> **Available data**
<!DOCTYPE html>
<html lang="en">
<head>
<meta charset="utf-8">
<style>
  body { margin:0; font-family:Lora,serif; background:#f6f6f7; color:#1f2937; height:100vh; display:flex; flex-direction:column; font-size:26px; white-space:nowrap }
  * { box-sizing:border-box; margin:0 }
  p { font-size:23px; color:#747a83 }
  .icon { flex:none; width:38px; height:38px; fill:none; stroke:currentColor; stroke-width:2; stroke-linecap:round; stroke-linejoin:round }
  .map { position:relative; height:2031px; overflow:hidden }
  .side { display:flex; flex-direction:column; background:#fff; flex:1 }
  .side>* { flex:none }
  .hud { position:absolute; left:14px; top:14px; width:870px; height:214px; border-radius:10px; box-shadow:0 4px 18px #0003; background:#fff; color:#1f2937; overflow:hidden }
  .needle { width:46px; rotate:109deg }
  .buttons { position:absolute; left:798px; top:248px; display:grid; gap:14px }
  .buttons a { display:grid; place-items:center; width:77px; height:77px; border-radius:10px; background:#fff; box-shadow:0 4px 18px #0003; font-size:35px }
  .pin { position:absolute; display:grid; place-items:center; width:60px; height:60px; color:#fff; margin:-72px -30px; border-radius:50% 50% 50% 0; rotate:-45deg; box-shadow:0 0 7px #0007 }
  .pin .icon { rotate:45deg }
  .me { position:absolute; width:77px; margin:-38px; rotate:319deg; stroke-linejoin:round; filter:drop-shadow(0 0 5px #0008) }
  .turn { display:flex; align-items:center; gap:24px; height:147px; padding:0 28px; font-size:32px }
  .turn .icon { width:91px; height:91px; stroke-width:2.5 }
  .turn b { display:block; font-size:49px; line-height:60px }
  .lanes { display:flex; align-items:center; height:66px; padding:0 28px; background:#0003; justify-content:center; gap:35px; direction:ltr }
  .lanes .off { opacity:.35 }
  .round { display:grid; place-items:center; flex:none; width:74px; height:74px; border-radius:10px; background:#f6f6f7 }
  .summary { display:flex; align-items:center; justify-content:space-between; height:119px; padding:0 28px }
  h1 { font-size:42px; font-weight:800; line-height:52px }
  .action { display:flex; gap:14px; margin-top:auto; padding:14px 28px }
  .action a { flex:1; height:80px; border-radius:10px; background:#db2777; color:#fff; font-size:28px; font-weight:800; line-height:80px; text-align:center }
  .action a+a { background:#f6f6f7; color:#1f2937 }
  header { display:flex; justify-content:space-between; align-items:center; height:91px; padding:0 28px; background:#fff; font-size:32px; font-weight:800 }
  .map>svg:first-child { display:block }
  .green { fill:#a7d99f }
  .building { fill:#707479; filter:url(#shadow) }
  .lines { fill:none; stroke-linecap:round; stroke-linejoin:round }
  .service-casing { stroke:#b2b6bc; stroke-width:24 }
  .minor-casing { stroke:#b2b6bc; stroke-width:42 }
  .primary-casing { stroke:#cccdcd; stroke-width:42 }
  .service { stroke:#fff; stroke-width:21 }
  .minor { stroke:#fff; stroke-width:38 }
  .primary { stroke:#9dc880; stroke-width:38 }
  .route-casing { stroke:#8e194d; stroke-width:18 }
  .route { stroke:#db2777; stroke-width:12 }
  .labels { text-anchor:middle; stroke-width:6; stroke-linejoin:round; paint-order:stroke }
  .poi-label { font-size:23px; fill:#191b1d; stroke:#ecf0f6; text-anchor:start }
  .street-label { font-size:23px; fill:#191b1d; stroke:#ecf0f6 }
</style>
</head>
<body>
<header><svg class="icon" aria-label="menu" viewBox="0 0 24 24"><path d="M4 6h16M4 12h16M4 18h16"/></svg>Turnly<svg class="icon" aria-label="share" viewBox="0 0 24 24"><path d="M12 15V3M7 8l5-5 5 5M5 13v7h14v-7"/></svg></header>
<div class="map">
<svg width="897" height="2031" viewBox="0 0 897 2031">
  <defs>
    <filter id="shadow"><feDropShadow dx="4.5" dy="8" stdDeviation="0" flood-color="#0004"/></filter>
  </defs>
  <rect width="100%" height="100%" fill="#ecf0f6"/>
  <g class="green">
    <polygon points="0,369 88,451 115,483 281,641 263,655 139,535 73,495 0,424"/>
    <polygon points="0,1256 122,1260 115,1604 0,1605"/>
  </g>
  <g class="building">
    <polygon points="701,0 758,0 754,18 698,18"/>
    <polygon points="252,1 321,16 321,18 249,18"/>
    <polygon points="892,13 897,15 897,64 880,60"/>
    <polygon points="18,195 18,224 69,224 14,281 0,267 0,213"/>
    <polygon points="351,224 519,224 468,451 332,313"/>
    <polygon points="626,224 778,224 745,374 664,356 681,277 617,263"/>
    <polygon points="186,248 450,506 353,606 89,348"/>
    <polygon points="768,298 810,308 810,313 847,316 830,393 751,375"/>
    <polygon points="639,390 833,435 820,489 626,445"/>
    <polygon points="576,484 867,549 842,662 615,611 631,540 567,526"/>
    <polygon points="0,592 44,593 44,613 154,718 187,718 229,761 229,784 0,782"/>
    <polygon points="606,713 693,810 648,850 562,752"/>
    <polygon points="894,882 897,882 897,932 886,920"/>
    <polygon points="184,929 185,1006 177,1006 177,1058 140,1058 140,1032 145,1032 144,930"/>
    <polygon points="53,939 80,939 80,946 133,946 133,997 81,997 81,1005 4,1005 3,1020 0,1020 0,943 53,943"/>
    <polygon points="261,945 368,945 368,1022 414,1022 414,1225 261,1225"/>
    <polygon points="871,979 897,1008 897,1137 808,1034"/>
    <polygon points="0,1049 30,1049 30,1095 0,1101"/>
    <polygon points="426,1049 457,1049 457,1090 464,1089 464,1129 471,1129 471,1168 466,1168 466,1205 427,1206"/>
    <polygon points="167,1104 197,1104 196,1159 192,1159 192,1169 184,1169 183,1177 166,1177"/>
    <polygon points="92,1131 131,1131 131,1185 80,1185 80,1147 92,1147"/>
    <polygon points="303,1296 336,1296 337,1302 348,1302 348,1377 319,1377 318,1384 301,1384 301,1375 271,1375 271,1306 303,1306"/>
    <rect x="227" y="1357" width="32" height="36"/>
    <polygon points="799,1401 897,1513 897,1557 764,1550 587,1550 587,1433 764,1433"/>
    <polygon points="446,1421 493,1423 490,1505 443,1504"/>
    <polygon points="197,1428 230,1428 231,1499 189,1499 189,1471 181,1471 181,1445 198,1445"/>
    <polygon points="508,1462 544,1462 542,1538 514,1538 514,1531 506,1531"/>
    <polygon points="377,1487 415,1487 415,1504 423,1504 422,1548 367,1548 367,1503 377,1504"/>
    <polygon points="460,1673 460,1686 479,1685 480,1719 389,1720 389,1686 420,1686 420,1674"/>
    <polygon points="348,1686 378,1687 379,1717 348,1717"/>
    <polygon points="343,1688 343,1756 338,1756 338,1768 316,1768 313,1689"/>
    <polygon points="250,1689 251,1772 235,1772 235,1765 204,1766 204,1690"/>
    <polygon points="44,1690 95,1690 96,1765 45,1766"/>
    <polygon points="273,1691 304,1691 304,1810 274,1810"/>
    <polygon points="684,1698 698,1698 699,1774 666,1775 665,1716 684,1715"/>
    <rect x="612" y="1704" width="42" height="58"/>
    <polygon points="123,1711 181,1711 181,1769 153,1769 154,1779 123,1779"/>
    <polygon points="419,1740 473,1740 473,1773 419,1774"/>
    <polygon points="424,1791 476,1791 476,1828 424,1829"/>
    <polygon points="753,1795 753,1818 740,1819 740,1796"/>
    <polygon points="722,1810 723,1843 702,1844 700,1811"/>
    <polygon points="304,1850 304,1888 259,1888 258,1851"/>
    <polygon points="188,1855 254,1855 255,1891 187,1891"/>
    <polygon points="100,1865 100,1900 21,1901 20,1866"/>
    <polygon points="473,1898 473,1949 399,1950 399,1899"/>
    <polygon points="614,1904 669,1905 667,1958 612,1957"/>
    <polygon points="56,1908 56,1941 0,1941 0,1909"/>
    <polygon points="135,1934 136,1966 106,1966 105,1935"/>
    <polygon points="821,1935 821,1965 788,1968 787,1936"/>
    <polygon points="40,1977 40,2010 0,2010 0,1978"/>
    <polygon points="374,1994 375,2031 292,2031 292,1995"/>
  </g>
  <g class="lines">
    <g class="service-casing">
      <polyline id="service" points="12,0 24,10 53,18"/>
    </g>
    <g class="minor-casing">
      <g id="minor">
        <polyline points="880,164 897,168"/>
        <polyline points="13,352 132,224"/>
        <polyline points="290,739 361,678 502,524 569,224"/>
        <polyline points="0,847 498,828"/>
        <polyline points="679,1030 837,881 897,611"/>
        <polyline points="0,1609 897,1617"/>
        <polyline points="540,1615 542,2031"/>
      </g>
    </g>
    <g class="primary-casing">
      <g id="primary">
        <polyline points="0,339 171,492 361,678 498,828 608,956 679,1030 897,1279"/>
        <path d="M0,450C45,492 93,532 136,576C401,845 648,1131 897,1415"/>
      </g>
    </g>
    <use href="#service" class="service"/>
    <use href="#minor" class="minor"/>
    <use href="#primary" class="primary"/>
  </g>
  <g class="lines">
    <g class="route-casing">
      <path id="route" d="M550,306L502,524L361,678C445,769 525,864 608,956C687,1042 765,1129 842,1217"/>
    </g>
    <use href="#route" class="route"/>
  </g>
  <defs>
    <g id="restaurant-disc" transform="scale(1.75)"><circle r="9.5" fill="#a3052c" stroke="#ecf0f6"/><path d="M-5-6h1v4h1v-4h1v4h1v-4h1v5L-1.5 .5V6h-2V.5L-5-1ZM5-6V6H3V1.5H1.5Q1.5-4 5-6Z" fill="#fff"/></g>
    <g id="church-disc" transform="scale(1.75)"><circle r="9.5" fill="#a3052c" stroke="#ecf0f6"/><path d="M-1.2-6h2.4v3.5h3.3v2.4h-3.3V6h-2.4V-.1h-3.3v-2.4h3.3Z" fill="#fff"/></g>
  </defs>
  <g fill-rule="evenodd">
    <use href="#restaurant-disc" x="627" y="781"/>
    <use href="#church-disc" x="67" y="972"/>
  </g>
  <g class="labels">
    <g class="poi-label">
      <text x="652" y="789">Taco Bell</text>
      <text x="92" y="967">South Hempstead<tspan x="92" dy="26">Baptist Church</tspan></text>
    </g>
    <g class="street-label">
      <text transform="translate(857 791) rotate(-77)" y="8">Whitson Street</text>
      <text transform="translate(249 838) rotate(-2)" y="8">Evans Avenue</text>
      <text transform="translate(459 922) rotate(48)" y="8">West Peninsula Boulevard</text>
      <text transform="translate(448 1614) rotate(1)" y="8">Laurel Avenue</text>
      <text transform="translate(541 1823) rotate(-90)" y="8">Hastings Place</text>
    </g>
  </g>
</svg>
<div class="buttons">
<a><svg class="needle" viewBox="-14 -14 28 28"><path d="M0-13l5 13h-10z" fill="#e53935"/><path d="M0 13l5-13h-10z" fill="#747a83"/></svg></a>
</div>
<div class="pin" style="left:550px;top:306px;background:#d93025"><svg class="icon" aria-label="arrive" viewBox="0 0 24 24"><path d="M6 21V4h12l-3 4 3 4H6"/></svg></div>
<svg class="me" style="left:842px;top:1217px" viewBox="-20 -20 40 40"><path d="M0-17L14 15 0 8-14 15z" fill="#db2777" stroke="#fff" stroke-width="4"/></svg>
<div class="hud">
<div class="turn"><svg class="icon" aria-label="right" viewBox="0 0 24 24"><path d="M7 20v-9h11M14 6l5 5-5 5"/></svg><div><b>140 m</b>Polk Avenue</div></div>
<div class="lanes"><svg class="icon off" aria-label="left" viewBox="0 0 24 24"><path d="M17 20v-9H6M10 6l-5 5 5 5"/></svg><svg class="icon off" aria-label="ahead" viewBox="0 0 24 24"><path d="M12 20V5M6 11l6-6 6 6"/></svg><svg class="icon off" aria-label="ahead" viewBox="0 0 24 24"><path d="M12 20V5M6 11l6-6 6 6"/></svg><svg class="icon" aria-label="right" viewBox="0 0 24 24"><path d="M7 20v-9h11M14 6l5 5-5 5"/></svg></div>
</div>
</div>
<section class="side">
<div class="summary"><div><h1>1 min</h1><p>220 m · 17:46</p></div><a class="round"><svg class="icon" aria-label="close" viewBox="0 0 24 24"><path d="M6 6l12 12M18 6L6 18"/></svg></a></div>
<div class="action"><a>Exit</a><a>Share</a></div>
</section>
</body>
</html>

---

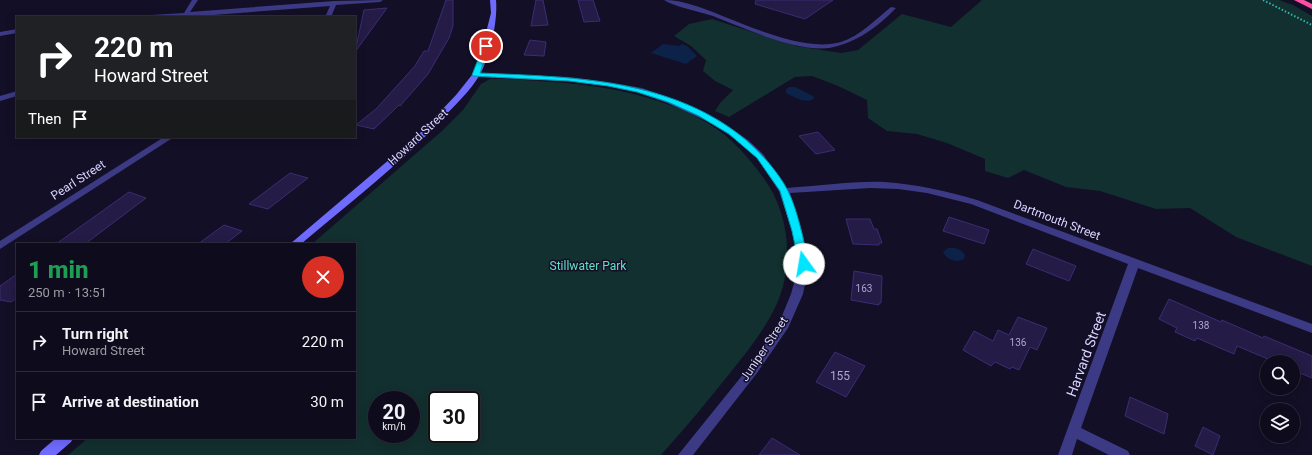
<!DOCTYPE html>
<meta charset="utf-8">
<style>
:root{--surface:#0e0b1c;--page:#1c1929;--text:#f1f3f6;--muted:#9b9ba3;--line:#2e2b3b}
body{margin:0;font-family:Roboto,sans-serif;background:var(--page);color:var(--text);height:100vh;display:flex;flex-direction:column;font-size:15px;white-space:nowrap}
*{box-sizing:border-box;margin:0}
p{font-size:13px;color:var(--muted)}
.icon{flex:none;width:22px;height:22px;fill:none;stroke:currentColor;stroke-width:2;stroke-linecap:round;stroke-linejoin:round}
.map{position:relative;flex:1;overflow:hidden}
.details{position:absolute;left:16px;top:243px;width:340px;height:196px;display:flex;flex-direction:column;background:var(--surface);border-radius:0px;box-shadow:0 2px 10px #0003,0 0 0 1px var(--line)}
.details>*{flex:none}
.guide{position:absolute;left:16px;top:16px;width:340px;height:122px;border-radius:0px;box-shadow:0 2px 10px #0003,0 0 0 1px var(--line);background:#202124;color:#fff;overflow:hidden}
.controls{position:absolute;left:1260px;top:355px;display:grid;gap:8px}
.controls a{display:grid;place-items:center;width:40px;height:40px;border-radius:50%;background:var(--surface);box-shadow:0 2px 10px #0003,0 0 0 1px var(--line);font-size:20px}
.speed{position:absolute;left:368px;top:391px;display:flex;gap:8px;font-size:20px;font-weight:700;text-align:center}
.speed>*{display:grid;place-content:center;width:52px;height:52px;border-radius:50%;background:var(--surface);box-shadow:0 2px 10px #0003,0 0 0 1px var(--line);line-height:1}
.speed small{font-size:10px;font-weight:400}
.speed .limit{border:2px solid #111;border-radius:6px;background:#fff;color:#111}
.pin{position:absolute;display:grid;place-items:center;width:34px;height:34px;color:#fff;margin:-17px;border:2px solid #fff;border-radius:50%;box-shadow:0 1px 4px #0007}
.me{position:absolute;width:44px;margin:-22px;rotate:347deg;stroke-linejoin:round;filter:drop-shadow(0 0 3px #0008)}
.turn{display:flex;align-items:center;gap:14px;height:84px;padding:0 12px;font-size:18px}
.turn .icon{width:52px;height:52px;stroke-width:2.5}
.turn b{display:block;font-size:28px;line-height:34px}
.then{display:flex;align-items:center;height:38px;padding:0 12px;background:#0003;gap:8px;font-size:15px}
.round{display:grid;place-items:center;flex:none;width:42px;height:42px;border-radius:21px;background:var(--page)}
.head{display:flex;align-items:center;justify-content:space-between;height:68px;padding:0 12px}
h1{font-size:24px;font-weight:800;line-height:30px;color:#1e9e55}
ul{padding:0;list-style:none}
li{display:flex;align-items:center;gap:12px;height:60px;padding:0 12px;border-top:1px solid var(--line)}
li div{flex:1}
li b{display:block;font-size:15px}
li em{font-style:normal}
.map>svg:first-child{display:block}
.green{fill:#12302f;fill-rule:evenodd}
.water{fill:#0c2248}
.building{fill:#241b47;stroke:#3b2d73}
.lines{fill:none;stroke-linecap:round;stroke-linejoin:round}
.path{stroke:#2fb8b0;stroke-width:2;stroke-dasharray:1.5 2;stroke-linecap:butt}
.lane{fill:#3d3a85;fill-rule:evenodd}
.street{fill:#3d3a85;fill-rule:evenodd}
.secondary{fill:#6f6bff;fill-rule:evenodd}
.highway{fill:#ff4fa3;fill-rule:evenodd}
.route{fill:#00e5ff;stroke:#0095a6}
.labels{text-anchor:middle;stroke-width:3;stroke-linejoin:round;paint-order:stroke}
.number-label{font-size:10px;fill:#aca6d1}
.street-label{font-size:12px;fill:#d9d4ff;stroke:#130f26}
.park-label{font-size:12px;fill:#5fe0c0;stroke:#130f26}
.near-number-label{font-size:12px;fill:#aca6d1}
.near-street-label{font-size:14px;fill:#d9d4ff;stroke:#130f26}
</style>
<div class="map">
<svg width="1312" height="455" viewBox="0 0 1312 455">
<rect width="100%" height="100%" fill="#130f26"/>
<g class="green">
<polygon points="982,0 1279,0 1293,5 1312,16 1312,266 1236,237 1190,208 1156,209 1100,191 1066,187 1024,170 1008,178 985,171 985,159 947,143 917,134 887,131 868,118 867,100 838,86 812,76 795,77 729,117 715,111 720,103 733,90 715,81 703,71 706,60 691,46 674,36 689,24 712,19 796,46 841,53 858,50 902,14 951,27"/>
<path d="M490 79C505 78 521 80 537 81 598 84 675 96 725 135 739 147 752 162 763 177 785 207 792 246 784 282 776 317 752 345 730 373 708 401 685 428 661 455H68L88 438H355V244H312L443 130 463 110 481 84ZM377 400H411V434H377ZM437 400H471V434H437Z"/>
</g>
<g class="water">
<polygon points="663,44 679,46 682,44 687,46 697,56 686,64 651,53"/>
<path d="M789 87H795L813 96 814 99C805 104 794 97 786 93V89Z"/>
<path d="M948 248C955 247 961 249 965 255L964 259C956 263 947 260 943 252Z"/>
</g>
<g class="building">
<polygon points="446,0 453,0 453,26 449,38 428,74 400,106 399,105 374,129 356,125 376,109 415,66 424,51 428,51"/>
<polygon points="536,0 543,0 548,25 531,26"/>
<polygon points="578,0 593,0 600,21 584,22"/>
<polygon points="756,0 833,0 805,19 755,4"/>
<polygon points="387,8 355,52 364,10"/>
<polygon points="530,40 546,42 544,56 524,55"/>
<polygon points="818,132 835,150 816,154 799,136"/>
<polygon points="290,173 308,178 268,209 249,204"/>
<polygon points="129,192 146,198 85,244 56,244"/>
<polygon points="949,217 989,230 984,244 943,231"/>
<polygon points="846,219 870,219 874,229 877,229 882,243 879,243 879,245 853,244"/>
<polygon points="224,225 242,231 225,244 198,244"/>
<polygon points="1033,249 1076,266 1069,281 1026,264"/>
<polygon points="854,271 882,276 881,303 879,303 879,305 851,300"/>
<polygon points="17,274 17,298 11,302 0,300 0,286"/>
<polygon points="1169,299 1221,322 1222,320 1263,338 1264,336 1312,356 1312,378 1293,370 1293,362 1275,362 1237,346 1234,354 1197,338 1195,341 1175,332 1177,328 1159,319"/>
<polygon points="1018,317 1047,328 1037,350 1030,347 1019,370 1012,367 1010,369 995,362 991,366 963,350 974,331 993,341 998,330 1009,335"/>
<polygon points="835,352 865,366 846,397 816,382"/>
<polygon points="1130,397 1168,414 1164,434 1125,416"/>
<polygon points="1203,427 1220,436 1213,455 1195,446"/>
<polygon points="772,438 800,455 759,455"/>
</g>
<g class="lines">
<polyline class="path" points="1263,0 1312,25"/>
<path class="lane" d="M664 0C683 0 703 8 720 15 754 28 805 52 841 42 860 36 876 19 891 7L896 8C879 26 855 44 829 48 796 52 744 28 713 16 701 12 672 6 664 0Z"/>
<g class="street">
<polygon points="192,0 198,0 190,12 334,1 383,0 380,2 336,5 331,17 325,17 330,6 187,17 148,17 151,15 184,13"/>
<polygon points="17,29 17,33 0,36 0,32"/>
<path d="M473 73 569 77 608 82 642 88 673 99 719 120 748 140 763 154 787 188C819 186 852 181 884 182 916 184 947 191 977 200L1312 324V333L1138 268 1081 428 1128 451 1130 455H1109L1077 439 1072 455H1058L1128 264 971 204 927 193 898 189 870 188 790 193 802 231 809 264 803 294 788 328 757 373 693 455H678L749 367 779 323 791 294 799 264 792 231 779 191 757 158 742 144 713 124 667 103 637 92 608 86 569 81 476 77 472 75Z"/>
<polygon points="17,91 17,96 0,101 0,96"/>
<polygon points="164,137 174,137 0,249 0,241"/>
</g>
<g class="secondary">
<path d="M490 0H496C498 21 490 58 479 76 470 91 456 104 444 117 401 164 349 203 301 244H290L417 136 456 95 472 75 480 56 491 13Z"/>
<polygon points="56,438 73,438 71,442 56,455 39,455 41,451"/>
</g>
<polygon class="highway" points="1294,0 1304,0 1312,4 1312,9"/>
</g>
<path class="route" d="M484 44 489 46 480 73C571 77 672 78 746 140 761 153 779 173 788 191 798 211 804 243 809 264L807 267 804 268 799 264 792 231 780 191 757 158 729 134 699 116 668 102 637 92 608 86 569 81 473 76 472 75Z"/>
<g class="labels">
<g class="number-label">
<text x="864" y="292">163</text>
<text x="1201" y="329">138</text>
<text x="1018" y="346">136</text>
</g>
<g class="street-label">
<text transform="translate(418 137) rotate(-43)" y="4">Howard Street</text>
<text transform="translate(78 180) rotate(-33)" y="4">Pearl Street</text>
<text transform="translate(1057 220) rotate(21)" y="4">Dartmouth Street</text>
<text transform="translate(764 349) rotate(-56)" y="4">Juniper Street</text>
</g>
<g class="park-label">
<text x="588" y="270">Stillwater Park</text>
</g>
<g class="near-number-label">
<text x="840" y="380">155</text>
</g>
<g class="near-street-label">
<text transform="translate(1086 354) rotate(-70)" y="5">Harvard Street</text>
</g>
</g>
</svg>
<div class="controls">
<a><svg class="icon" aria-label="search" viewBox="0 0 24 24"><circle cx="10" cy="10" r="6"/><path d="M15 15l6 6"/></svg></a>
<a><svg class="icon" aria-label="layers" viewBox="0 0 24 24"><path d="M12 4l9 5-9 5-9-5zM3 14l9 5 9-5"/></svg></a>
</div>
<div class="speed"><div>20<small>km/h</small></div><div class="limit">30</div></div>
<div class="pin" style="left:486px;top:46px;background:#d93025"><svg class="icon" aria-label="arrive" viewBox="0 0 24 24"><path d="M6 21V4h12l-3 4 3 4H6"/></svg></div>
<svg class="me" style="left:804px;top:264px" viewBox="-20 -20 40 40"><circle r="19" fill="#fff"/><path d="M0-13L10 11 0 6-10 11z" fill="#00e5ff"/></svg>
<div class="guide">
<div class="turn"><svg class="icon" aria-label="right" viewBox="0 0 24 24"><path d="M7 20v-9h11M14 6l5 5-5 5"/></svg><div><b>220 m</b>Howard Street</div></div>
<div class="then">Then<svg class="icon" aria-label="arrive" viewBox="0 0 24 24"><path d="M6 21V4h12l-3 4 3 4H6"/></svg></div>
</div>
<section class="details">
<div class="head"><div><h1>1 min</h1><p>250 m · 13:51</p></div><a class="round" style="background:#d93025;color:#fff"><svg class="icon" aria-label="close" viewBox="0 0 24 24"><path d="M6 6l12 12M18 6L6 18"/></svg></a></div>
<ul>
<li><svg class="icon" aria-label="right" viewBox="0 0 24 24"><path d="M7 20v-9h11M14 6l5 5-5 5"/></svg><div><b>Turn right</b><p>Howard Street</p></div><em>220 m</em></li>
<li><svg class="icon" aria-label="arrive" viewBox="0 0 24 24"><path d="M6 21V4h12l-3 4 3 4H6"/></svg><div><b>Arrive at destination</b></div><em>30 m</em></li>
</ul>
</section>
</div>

> **Exercise requirements**
Go through the data above line by line, count those that contain the string "html", and reply with the count only.

> **Output of the exercise**
4